Kaum weniger strahlte der alte Castellan Rondrigo vom Eisenwalde hinter seinem imposanten Vollbart, als er beinahe überschwänglich die Rechte Dom Gendahars ergriff: „Es freut mich außerordentlich, Euer Hochgeboren. Ihre und Seine Hochwohlgeboren werden glücklich und erleichtert sein, dass Ihr Ihnen Ihre Tochter wohlbehalten zurück gebracht habt. Offengestanden befürchteten wir das Schlimmste.“

Bei so viel Überschwang ihrer männlichen Kameraden, blieb Lilithrud Ernathesa von Silvansbühler nicht viel anderes übrig, als Zaida de las Dardas y Sangrin wohlmeinend auf die Schulter zu klopfen, schien sie doch zu den beiden Grafensprösslingen zu gehören, derweil die da Vanyas ein, zwei Schritte Abstand hielten. „Wer ist das?“, fragte die Caballera dann die Domnita mit hochgezogenen Augenbrauen, als ihr Blick an den anderen vorbei auf Golshan fiel, die noch einmal einige Schritte Abstand hielt.

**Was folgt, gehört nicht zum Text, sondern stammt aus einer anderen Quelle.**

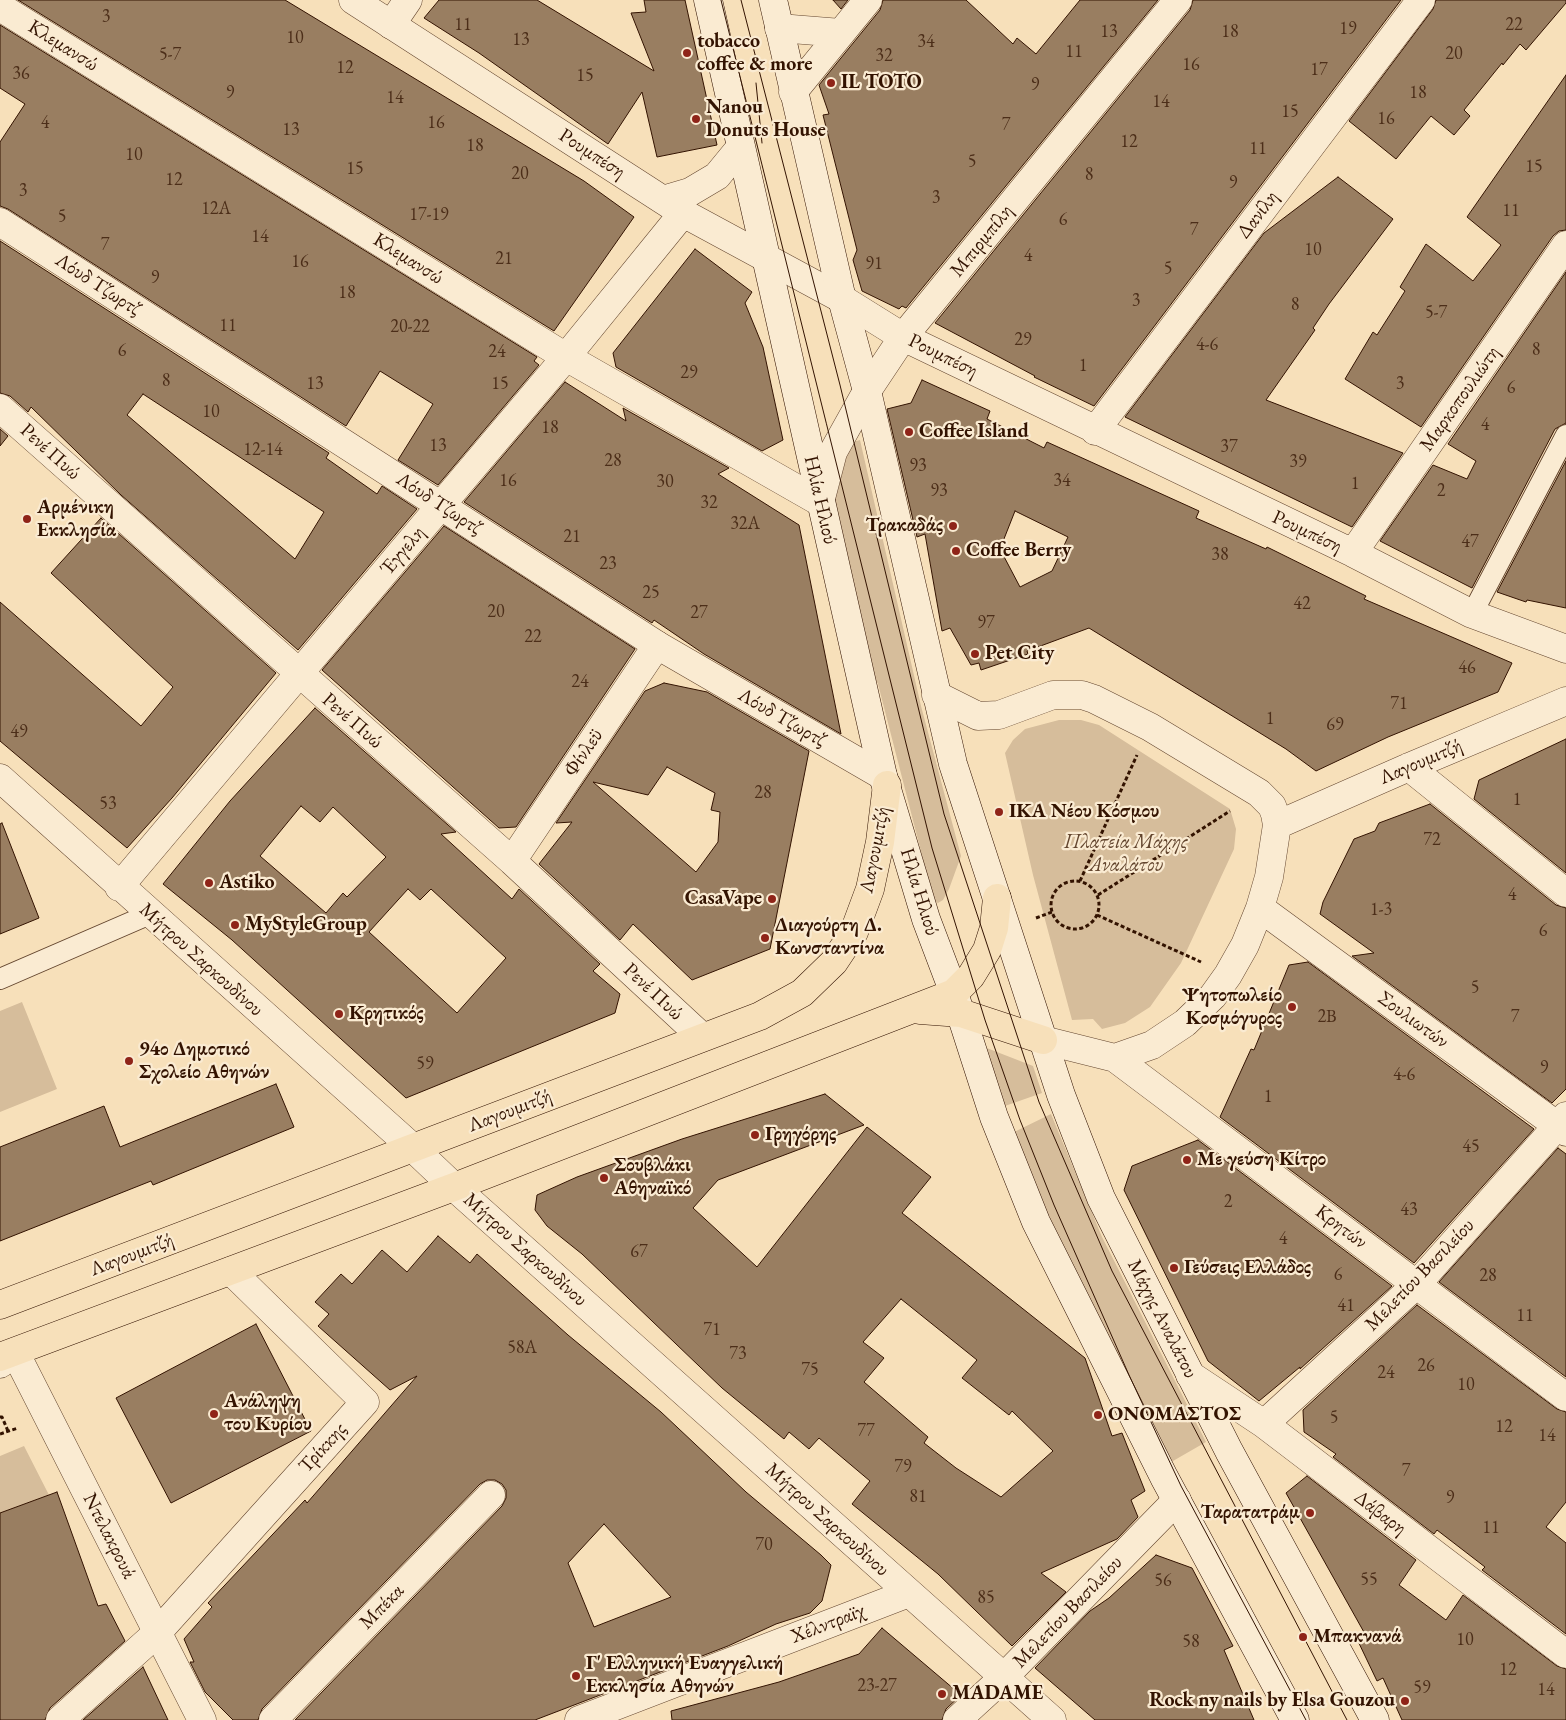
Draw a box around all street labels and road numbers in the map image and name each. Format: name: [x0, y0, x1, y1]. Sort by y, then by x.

Inzwischen war auch Hernán von Aranjuez eingetroffen, und überließ erst einmal die Gräflichen ihrer Wiedersehensfreude, und neigte statt dessen zum Gruße leicht das Haupt vor der Scheffelsteinerin und dem jungen Moritatio. „Ihr habt nicht in Grezzano gewartet“, stellte er nur knapp fest, doch mochte der Umstand, dass er die Worte ohne jeden vorwurfsvollen Unterton gesprochen hatte, Zeugnis genug dafür sein, dass auch er erleichtert und froh war, sie hier zumindest halbwegs lebendig zu sehen.


Autorin: Simanca

Im ersten Moment schwirrte Zaida der Kopf, als sich die unhöfliche Truppe vor ihnen als freundlich entpuppt und in Vielzahl über ihr kleines Grüppchen hergefallen war. Ha, sie hatte doch gewusst, dass sie sicher aus der Sache herauskommen würden!

Mit keckem Blick, der ob ihres zerwühltem Haars und des ungewaschenen Auftretens jedem Zahori zu höchster Ehre gereicht hätte, wandte sie sich an die Domna. "Phex und Rahja zum Gruße, die Domna. Ich bin Zaida de las Dardas", erschien es ihr doch angebracht erst einmal für ein wenig Ordnung zu sorgen im allgemeinen Chaos um sie herum, ehe sie sich daran machte, die eigentliche Frage zu beantworten, "und das da ist Golshan undsiegehörtzuns." Hastig haspelte sie eben jenes hinterher, damit auch ja keiner auf die Idee käme, Hand an die junge Ferkina zu legen. "Ohne sie wäre die Comtessa jetzt nicht hier und in Sicherheit. Also wär's angebracht, mit Verlaub, wenn Eure Männer sie gut behandeln, denn ich glaub', das wird der Comtessa gar nicht gefallen, wenn ihr etwas zustößt."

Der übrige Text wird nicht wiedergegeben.